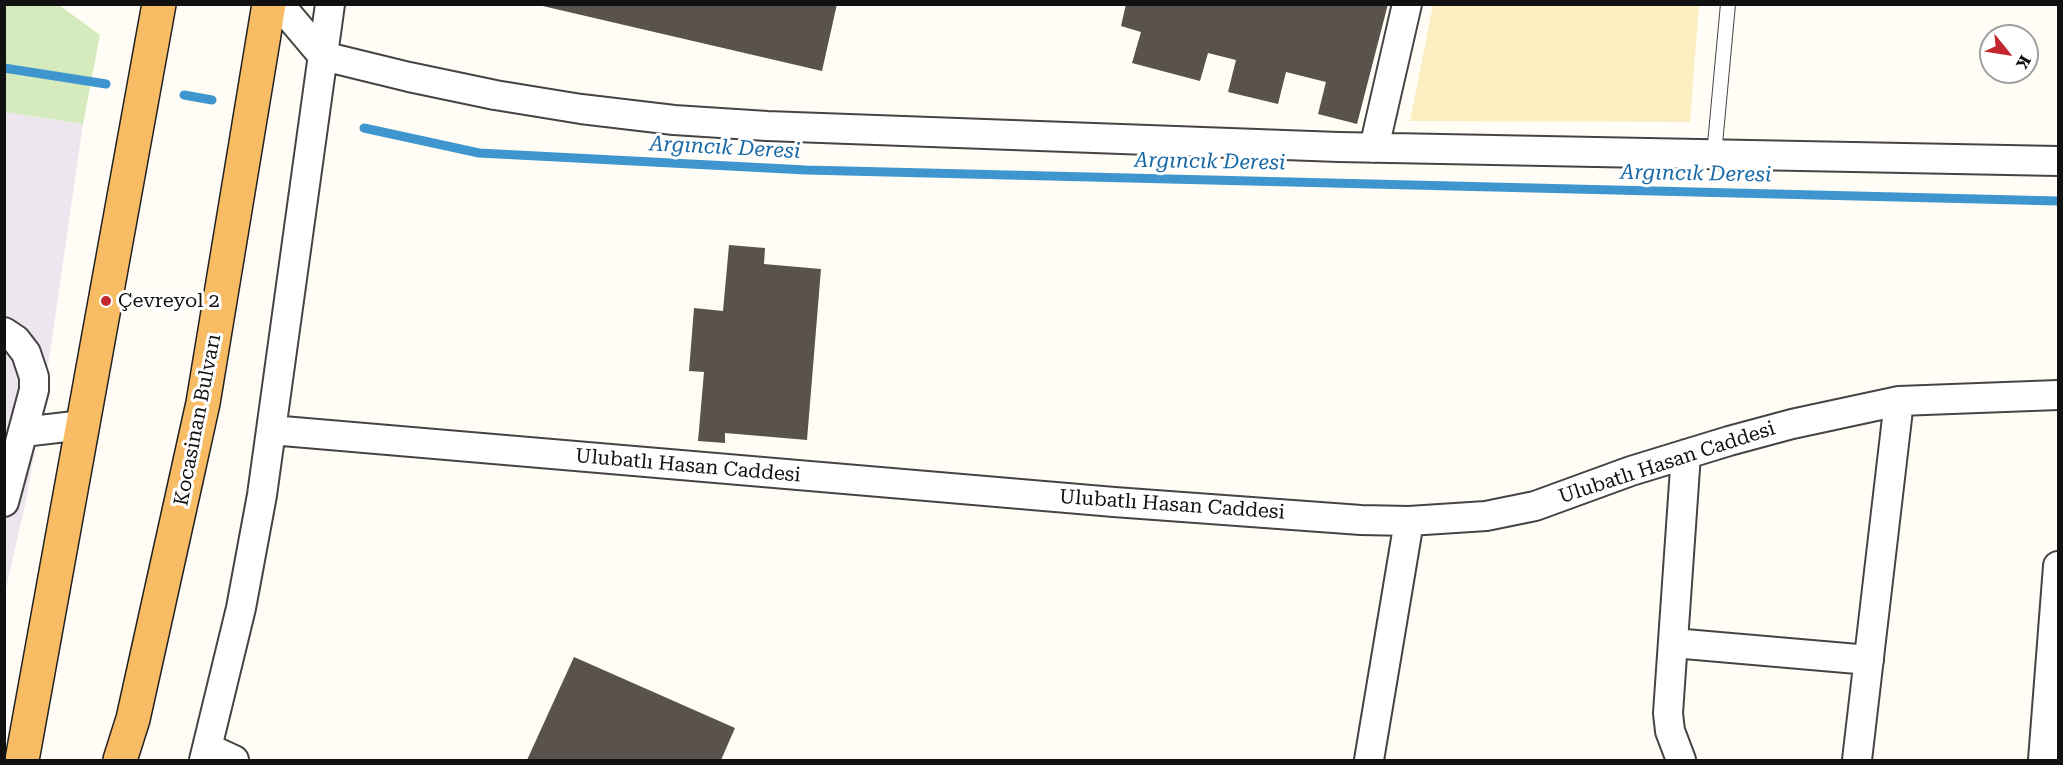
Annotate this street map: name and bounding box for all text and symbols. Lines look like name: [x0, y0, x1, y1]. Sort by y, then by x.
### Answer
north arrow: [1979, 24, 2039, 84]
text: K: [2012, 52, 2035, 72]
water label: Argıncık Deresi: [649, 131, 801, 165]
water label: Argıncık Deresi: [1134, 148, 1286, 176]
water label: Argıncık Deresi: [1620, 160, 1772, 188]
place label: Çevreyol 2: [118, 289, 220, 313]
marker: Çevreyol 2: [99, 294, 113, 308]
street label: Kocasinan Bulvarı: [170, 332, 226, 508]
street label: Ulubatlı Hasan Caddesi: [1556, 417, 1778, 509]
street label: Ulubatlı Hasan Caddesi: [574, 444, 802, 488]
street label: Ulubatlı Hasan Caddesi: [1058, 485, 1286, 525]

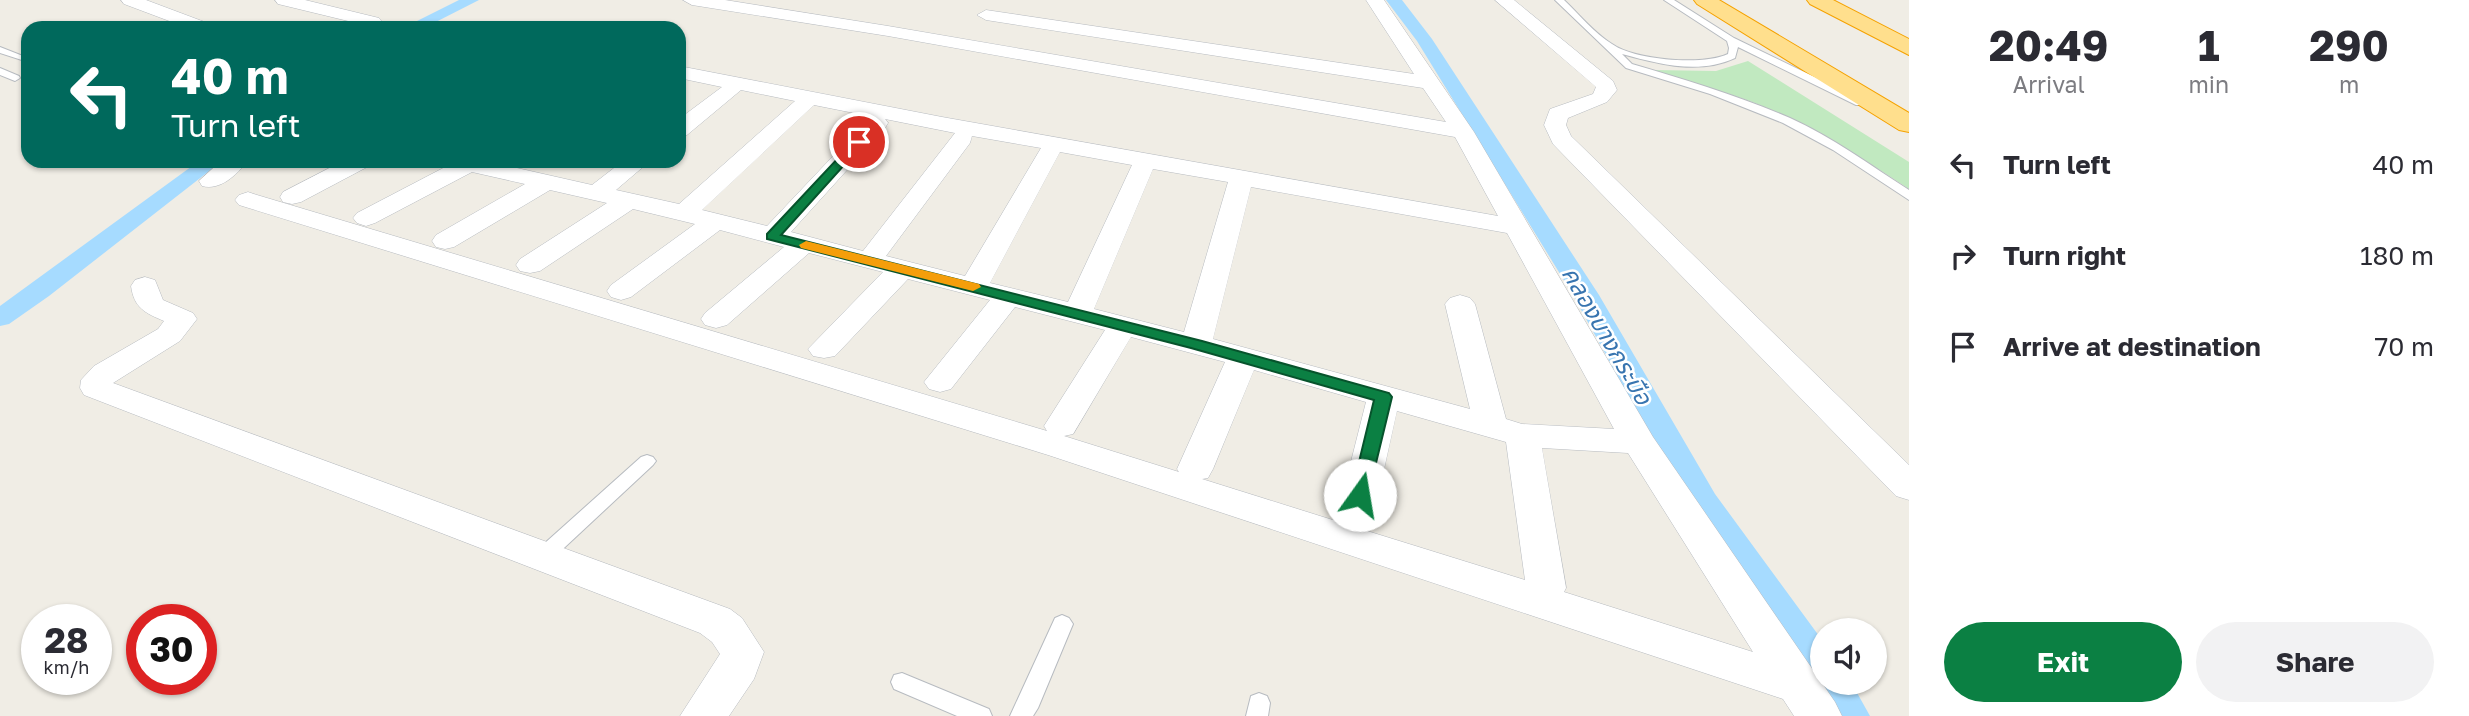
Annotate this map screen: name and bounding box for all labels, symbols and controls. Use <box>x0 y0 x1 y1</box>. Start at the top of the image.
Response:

--

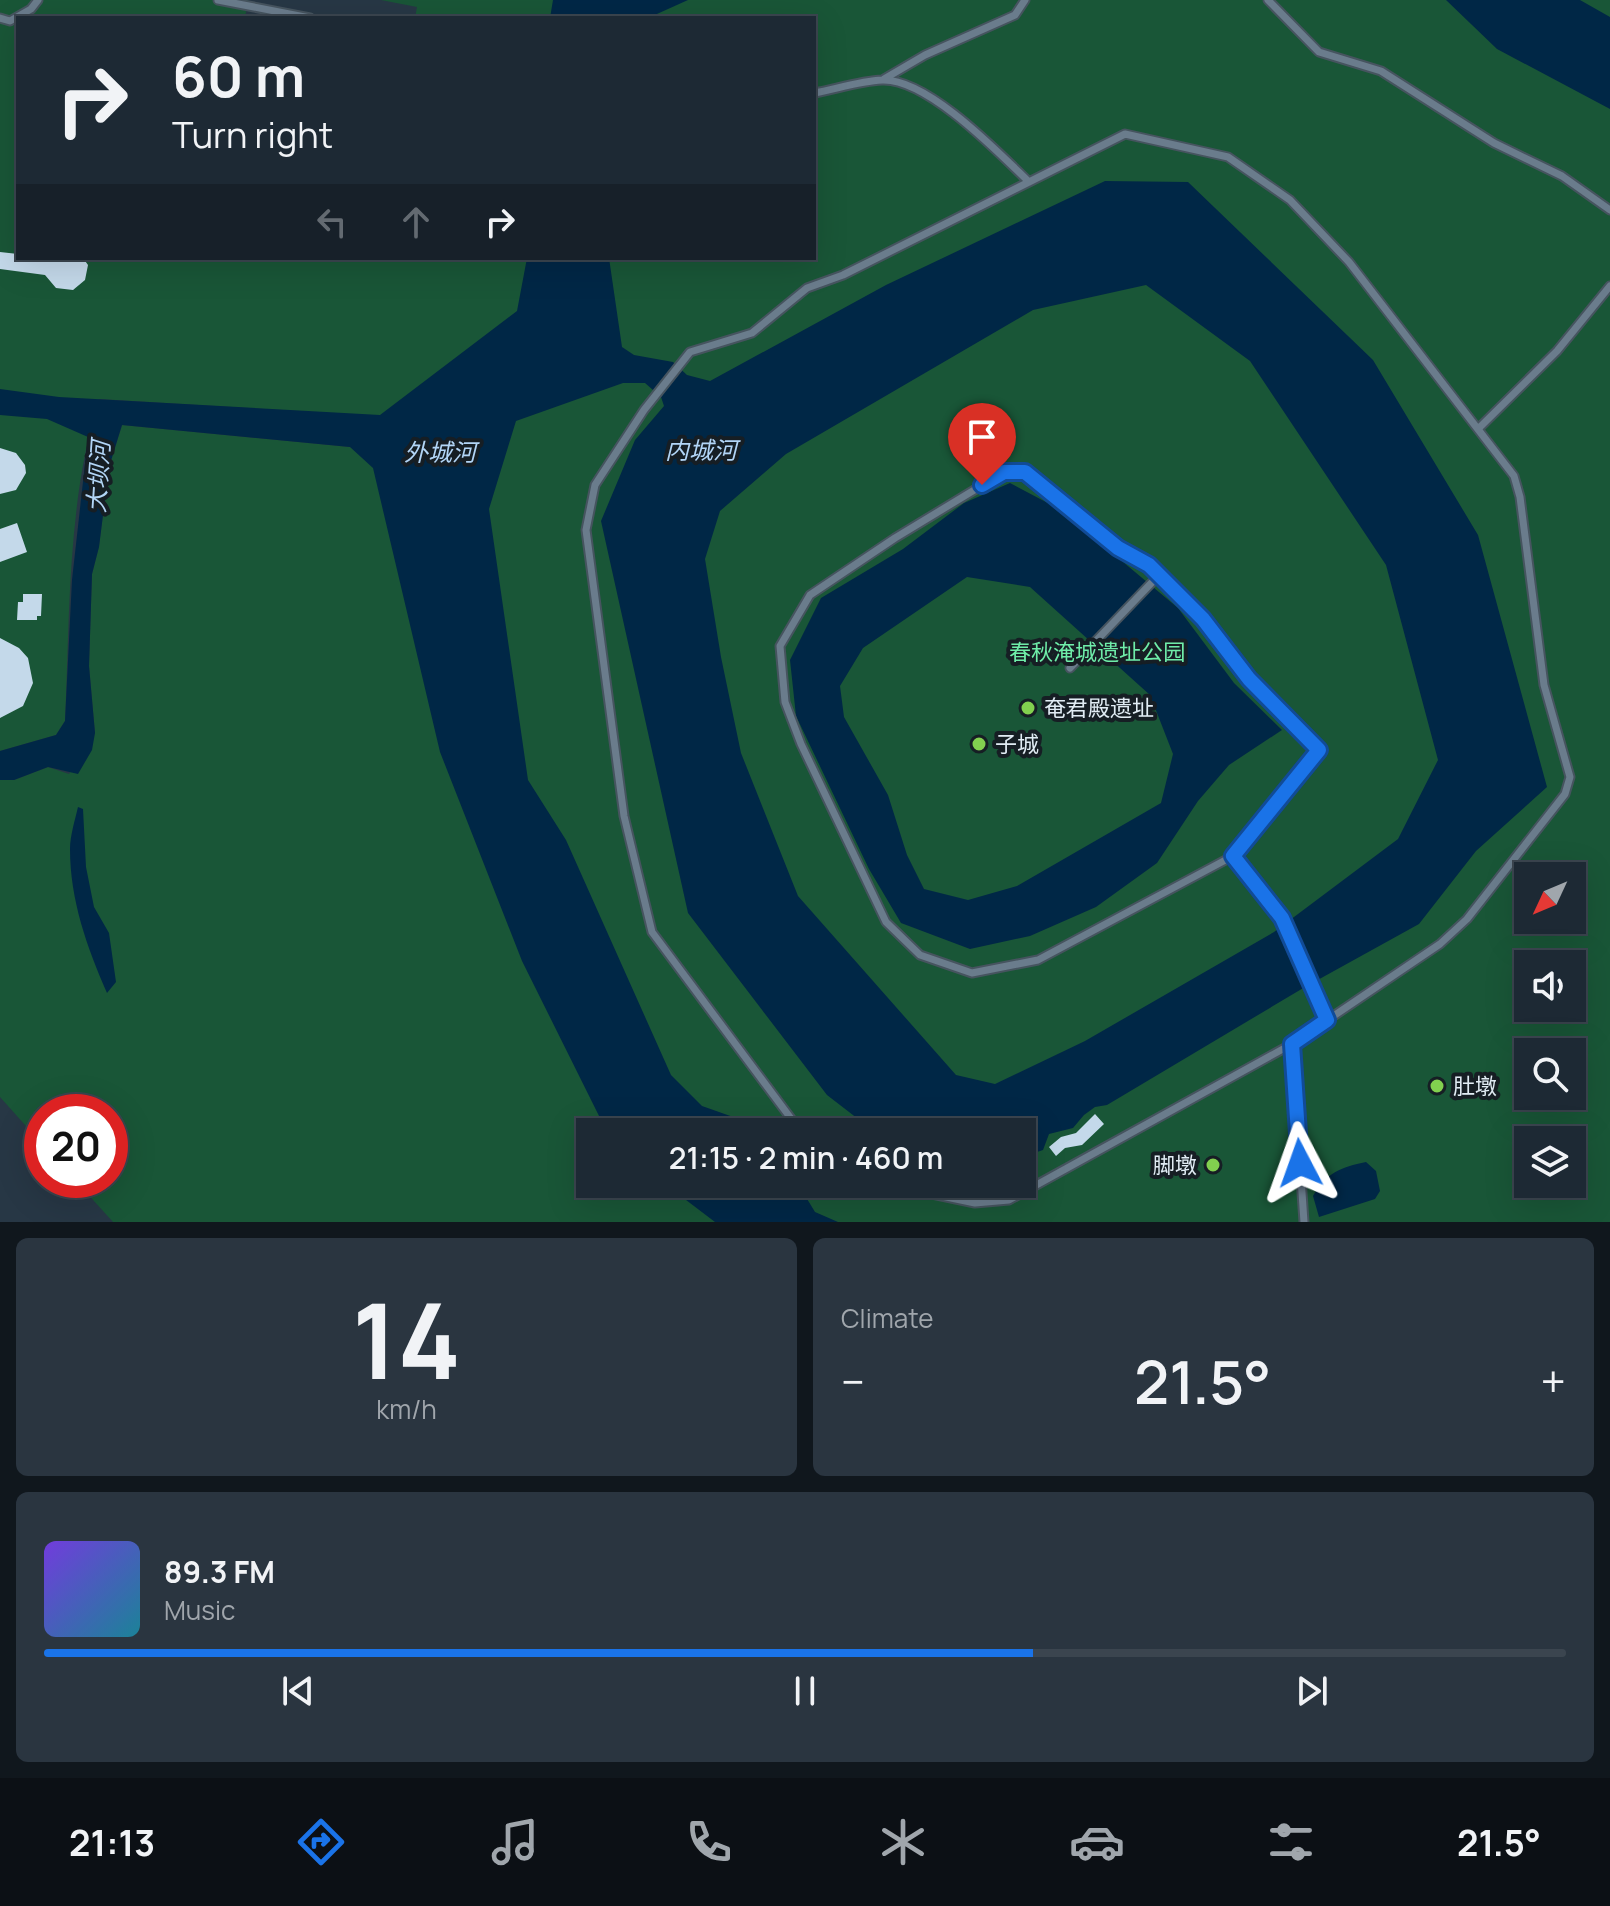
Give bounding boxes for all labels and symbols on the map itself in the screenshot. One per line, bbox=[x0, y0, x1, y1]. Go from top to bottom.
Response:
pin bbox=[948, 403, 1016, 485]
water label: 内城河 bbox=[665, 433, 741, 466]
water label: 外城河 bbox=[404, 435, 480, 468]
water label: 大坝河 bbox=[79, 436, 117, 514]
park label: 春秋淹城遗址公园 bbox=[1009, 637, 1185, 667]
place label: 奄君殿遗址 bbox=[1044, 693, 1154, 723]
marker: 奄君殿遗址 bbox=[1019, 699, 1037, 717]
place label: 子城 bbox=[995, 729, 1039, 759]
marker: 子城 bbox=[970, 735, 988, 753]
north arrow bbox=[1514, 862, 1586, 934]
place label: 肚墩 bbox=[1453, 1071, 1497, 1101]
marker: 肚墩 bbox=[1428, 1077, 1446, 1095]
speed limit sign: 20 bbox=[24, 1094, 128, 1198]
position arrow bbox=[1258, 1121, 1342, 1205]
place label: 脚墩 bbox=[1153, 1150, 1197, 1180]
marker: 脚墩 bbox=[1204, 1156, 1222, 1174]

What is needed
Report the lines above that have the word "name" in them.

Result of this exercise
Annotate this street map: name and bounding box for all text and symbols. Lines look like name: [x0, y0, x1, y1]. Sort by y, then by x.
Annotate this map screen: name and bounding box for all labels, symbols and controls. Use <box>x0 y0 x1 y1</box>. Start at the top of the image.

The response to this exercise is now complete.